**What you have to do**
Read the records below and copy each line that contains "stream".

**Record set**

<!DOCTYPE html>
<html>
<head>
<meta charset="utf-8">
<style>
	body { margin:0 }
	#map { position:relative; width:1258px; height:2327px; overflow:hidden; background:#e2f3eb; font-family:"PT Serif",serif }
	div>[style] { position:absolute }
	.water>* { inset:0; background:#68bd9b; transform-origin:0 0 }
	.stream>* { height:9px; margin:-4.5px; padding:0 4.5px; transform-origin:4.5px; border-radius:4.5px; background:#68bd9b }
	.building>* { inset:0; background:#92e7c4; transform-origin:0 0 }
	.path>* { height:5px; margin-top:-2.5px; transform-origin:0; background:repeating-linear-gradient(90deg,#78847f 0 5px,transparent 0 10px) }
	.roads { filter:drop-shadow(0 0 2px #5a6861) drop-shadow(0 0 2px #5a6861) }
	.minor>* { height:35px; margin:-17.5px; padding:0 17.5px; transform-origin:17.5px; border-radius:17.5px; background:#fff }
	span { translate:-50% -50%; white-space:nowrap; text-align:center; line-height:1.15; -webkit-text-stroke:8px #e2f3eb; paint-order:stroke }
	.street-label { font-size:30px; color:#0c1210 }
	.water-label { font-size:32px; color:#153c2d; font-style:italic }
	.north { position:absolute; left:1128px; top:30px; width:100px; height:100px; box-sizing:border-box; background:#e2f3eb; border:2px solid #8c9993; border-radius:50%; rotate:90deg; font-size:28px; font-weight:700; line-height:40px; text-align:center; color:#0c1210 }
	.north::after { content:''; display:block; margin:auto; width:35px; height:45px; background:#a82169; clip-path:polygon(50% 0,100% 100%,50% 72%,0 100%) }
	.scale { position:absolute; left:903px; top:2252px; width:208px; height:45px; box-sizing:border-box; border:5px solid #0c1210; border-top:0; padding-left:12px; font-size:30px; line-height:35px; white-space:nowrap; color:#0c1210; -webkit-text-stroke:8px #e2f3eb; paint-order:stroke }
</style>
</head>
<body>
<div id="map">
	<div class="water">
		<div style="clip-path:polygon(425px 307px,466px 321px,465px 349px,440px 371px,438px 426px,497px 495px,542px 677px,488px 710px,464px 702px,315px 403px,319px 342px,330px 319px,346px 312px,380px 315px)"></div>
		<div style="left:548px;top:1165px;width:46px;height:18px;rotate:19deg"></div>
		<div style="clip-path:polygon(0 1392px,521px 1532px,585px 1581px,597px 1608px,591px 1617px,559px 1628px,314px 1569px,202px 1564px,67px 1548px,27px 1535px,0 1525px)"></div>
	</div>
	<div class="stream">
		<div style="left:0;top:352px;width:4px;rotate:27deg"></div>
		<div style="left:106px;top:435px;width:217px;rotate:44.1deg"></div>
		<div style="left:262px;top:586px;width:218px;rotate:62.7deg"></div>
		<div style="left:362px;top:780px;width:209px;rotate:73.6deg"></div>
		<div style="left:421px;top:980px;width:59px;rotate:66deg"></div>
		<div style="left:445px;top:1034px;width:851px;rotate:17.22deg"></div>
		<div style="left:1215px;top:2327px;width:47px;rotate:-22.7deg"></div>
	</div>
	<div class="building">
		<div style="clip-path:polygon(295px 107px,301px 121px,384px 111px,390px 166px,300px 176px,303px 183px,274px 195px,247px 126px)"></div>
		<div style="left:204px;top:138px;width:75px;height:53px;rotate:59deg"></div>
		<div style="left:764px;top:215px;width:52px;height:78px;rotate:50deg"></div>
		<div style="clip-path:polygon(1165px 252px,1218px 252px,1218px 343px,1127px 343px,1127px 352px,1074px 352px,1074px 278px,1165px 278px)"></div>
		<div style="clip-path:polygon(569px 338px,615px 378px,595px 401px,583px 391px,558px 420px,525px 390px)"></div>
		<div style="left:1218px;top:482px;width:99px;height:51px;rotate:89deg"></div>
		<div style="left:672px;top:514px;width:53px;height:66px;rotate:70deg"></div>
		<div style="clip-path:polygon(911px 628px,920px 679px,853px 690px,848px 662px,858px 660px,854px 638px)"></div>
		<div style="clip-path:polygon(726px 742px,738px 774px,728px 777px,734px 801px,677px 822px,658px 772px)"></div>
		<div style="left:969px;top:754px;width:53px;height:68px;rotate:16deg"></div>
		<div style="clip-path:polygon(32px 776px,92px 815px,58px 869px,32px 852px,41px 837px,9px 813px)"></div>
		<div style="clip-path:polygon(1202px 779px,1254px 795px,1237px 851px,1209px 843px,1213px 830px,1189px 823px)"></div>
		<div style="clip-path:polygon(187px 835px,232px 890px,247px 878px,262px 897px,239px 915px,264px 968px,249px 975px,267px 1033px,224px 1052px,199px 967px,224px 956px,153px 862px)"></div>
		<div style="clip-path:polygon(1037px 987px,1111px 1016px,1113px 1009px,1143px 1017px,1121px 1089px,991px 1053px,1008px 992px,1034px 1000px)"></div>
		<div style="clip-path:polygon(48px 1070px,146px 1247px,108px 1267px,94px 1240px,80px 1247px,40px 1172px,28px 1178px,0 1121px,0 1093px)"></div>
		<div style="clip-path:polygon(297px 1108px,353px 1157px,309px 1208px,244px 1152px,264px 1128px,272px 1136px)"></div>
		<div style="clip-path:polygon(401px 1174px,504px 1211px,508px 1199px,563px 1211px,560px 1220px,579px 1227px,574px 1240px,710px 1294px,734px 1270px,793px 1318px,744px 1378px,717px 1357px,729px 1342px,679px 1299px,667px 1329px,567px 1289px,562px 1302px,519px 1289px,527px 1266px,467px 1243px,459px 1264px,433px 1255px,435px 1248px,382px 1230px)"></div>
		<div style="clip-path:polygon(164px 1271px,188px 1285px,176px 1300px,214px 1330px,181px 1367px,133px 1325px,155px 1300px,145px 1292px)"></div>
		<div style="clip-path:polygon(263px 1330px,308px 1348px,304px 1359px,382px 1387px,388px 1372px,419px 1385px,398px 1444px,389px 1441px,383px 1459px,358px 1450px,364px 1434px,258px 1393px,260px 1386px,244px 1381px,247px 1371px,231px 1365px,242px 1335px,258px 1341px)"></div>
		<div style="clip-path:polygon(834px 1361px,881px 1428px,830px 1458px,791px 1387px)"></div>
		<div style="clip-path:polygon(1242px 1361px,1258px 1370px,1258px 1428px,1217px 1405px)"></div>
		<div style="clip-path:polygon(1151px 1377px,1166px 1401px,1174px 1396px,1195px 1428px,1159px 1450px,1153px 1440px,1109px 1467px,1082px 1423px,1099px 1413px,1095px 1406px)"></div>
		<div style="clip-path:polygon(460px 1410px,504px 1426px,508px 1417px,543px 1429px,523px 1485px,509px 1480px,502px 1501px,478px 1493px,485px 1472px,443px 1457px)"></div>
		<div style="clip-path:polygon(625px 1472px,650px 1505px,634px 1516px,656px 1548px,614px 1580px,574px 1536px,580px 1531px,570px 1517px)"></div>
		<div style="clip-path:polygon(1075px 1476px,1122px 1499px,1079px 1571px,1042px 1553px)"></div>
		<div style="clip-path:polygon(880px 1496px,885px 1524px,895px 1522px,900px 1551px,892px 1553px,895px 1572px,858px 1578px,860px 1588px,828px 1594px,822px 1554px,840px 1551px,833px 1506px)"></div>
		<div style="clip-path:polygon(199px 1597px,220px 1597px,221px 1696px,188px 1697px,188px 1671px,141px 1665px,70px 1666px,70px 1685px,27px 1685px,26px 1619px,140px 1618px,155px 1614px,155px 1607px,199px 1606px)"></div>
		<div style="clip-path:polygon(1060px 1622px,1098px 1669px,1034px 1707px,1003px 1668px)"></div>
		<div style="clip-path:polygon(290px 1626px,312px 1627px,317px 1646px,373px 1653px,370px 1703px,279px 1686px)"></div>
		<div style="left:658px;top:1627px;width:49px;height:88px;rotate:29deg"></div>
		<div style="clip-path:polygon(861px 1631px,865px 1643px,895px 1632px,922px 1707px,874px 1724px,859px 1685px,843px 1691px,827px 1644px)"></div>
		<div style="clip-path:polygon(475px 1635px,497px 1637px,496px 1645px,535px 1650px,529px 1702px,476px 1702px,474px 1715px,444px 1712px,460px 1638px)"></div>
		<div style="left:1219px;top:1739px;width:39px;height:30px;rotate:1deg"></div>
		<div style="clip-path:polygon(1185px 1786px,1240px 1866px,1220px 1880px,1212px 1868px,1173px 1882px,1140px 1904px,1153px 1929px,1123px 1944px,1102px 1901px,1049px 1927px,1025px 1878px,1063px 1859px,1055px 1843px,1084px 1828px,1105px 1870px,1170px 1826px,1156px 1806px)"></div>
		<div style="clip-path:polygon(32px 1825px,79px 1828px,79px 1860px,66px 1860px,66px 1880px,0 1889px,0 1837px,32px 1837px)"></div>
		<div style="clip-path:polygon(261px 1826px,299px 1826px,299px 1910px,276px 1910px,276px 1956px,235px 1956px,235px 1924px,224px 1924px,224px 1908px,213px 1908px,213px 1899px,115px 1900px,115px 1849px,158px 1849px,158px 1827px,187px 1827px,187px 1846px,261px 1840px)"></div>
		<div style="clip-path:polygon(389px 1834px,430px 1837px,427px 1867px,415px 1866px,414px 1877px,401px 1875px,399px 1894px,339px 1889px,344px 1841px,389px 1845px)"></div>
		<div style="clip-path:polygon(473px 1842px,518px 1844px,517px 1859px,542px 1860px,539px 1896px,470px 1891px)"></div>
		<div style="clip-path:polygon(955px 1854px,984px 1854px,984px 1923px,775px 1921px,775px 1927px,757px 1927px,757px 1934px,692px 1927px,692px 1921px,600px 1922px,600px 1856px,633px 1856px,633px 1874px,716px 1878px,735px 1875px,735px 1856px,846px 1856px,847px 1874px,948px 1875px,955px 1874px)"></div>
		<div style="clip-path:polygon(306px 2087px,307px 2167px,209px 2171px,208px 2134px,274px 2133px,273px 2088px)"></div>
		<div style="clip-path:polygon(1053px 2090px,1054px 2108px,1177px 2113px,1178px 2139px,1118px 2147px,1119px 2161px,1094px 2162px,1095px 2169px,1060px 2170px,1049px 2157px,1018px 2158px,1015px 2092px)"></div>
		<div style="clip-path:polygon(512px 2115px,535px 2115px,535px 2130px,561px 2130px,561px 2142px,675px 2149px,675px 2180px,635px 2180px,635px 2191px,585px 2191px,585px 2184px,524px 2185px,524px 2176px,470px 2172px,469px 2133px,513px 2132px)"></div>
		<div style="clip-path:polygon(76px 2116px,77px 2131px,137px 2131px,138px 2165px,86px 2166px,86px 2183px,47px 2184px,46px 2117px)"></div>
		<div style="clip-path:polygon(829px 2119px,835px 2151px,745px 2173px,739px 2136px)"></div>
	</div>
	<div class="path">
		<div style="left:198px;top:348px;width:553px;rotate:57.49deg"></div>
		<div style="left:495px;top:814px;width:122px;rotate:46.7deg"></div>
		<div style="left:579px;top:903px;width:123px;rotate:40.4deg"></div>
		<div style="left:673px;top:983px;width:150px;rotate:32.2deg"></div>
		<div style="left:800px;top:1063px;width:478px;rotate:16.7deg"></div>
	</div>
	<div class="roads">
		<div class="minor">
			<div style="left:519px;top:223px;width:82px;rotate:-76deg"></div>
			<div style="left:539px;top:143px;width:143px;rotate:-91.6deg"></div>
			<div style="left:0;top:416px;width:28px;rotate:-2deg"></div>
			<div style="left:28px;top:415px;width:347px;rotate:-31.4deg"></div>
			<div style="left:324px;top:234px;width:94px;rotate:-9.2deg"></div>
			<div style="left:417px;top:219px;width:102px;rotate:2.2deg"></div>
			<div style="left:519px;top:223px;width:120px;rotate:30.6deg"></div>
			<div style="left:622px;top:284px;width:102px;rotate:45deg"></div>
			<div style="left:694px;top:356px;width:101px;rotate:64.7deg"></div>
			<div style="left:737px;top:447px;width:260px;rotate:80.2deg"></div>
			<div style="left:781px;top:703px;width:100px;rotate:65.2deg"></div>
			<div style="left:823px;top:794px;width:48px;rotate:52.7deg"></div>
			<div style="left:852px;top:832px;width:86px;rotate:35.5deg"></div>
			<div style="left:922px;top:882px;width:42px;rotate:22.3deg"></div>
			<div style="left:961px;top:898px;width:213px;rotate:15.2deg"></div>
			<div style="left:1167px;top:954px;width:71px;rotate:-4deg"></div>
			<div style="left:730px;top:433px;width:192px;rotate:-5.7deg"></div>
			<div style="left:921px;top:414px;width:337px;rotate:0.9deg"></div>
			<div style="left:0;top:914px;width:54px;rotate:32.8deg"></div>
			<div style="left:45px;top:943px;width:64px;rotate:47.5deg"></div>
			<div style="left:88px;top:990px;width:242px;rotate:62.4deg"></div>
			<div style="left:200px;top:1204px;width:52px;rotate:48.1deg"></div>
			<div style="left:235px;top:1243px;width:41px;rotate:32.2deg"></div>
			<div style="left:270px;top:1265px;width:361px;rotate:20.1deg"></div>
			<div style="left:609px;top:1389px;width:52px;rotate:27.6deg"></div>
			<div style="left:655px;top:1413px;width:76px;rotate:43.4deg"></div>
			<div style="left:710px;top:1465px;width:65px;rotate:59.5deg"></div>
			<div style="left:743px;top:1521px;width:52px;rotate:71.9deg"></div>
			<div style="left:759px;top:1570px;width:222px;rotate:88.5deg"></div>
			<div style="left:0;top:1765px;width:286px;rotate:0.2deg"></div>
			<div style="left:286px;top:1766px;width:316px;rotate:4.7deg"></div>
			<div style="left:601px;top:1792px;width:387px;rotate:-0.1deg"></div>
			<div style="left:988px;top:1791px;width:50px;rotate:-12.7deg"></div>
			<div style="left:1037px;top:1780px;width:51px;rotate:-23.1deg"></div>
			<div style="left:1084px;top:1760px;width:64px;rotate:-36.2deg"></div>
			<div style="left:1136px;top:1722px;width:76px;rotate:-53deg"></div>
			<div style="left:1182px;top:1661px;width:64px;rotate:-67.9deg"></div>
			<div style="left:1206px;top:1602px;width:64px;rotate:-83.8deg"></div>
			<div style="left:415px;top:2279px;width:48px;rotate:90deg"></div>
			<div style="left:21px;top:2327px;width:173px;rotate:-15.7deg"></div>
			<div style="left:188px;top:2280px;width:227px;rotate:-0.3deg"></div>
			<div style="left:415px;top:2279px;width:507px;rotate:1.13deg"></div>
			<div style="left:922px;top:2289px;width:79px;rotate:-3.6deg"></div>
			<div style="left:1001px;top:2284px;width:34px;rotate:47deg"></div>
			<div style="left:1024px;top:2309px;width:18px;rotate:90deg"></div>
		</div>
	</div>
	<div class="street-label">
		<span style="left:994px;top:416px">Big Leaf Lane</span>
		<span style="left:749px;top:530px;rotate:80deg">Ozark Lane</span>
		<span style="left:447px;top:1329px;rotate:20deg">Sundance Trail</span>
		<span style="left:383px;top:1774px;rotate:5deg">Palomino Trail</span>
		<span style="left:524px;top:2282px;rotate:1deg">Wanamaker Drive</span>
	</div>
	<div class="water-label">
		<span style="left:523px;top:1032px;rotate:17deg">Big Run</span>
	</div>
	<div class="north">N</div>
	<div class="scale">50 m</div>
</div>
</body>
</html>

**Task solution**
	.stream>* { height:9px; margin:-4.5px; padding:0 4.5px; transform-origin:4.5px; border-radius:4.5px; background:#68bd9b }
	<div class="stream">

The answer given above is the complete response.